**What to work on:**
Which lines in the listing below contain the word "place"? Copy each one.
---*---
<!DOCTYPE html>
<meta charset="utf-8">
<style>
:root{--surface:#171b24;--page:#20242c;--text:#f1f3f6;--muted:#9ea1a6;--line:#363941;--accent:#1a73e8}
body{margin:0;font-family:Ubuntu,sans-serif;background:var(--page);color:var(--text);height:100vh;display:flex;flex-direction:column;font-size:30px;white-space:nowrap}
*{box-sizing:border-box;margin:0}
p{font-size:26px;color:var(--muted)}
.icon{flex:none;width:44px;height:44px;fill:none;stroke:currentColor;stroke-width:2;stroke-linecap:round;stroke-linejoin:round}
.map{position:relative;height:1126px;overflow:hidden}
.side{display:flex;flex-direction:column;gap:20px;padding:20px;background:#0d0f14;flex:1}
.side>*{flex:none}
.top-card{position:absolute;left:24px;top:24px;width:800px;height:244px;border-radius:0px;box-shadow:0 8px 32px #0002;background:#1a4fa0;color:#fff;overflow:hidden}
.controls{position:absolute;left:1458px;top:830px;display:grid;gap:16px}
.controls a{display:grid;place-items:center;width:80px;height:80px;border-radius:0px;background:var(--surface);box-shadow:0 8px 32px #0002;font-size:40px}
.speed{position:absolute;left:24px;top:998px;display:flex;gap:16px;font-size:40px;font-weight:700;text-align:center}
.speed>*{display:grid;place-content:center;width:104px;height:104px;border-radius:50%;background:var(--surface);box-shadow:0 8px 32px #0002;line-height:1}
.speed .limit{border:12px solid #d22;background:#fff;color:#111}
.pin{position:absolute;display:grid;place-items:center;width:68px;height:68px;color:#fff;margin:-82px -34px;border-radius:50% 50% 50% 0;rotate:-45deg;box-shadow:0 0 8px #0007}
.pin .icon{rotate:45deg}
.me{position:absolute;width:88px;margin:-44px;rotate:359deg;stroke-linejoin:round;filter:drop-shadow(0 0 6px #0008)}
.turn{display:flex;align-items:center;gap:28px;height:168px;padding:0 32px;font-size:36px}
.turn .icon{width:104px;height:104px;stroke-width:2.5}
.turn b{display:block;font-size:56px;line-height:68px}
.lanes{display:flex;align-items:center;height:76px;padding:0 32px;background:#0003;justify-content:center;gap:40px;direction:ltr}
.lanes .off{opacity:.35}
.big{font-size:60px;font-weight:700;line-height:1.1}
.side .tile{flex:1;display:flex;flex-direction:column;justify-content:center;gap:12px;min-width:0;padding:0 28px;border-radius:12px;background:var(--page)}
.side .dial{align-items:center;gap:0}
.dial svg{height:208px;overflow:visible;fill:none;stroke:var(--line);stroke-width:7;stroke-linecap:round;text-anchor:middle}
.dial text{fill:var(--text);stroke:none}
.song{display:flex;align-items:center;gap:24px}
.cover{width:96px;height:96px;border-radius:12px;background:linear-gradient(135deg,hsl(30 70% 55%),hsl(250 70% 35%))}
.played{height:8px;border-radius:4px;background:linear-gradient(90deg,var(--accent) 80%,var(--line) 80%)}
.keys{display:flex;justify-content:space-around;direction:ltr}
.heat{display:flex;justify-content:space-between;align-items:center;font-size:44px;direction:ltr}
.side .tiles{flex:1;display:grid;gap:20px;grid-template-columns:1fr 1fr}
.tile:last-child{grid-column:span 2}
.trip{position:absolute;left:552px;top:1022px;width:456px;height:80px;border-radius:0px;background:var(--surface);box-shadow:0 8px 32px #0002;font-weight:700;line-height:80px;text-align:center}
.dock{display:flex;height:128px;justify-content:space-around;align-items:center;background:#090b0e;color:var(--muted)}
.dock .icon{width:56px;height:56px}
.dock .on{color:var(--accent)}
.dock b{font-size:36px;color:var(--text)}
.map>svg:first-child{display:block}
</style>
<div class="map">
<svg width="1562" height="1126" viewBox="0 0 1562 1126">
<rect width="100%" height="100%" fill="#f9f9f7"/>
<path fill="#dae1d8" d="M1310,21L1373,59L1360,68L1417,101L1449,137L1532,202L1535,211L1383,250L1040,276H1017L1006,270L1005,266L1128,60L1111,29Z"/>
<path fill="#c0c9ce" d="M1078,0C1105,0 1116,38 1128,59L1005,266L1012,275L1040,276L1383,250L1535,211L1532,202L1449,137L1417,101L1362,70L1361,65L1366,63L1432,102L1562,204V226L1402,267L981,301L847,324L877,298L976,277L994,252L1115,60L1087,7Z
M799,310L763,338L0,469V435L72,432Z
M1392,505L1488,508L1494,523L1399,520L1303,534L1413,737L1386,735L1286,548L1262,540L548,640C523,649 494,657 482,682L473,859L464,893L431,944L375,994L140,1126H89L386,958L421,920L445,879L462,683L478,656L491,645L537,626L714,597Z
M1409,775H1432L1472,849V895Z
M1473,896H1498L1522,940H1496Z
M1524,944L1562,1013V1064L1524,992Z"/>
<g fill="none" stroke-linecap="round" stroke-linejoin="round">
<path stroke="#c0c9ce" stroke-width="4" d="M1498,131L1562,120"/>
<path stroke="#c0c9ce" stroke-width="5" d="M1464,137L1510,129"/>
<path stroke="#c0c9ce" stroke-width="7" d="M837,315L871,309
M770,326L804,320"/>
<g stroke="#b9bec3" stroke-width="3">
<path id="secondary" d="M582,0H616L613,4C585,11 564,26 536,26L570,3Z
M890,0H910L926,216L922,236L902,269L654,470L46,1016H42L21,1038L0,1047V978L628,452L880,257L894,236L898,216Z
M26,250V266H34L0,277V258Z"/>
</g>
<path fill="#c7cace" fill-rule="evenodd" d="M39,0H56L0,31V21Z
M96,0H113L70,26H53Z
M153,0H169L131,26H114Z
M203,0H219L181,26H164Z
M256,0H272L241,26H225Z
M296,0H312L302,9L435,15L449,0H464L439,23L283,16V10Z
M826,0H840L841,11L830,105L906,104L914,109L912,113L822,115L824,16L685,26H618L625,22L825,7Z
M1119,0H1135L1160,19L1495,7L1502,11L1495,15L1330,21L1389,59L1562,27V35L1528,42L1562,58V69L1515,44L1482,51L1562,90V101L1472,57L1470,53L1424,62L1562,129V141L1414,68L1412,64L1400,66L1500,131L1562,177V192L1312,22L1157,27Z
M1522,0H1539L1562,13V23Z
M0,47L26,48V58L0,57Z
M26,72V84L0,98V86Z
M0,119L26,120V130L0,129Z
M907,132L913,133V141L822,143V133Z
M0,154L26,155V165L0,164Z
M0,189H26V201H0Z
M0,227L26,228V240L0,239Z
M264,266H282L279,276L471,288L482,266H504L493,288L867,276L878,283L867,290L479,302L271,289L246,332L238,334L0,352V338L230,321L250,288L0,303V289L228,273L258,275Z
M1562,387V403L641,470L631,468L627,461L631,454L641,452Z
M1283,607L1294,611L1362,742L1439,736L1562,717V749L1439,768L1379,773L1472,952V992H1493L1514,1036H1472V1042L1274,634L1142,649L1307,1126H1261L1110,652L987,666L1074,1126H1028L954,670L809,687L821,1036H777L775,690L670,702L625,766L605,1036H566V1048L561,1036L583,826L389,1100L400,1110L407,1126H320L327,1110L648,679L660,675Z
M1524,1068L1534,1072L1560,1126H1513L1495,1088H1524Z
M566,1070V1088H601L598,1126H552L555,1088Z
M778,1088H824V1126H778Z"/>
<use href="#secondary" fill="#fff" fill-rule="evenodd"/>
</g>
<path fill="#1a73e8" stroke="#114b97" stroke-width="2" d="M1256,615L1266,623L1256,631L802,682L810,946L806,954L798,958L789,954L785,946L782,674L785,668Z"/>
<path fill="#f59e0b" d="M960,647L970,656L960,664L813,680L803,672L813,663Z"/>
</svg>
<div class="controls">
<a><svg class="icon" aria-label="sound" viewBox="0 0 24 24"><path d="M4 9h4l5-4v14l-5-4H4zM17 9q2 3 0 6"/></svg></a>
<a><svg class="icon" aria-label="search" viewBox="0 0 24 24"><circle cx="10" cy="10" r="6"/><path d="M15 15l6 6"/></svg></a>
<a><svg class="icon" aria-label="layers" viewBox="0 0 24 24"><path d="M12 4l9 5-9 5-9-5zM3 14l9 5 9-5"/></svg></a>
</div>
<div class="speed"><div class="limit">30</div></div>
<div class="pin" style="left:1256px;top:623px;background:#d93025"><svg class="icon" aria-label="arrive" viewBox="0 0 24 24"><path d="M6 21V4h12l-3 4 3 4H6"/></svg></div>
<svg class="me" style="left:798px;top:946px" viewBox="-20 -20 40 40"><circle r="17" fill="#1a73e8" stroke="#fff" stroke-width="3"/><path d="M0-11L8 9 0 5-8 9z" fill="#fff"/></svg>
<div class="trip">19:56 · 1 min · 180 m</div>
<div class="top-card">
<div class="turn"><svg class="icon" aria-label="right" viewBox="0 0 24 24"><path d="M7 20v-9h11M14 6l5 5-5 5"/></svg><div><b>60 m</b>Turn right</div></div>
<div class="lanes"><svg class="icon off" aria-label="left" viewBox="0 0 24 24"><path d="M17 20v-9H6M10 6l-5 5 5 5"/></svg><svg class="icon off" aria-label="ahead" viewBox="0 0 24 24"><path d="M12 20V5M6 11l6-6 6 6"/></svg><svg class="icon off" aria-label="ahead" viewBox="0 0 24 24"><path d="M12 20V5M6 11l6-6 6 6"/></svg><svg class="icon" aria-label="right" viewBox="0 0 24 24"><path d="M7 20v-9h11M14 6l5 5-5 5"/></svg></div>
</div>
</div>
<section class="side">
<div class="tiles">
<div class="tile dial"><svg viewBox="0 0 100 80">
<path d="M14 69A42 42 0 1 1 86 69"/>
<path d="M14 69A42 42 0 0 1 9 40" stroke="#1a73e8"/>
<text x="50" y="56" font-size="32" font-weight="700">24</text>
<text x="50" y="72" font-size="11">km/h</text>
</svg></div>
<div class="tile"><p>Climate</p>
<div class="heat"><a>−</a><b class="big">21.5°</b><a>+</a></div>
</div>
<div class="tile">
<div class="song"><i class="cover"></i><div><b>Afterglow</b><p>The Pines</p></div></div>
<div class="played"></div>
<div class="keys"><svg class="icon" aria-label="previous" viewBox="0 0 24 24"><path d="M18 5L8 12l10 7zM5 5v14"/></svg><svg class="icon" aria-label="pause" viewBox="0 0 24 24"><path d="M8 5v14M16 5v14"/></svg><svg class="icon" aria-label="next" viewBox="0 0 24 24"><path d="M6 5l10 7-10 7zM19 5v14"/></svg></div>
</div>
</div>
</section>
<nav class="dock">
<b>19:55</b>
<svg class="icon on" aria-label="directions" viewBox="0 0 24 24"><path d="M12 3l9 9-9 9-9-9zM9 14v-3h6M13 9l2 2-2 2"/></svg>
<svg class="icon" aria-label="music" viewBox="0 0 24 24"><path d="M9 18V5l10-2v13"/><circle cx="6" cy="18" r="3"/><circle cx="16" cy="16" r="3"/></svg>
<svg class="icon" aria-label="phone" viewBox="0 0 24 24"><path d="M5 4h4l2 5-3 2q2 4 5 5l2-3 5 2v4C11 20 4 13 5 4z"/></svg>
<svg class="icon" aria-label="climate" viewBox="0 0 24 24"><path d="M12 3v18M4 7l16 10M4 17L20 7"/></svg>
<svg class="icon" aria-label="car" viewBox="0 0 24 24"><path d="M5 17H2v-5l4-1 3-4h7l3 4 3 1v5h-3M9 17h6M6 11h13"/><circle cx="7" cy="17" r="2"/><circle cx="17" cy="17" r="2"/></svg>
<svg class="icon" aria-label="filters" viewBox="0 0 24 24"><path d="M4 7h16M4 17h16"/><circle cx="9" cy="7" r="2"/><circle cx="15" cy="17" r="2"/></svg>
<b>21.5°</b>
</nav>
---*---
**The answer:**
.controls a{display:grid;place-items:center;width:80px;height:80px;border-radius:0px;background:var(--surface);box-shadow:0 8px 32px #0002;font-size:40px}
.speed>*{display:grid;place-content:center;width:104px;height:104px;border-radius:50%;background:var(--surface);box-shadow:0 8px 32px #0002;line-height:1}
.pin{position:absolute;display:grid;place-items:center;width:68px;height:68px;color:#fff;margin:-82px -34px;border-radius:50% 50% 50% 0;rotate:-45deg;box-shadow:0 0 8px #0007}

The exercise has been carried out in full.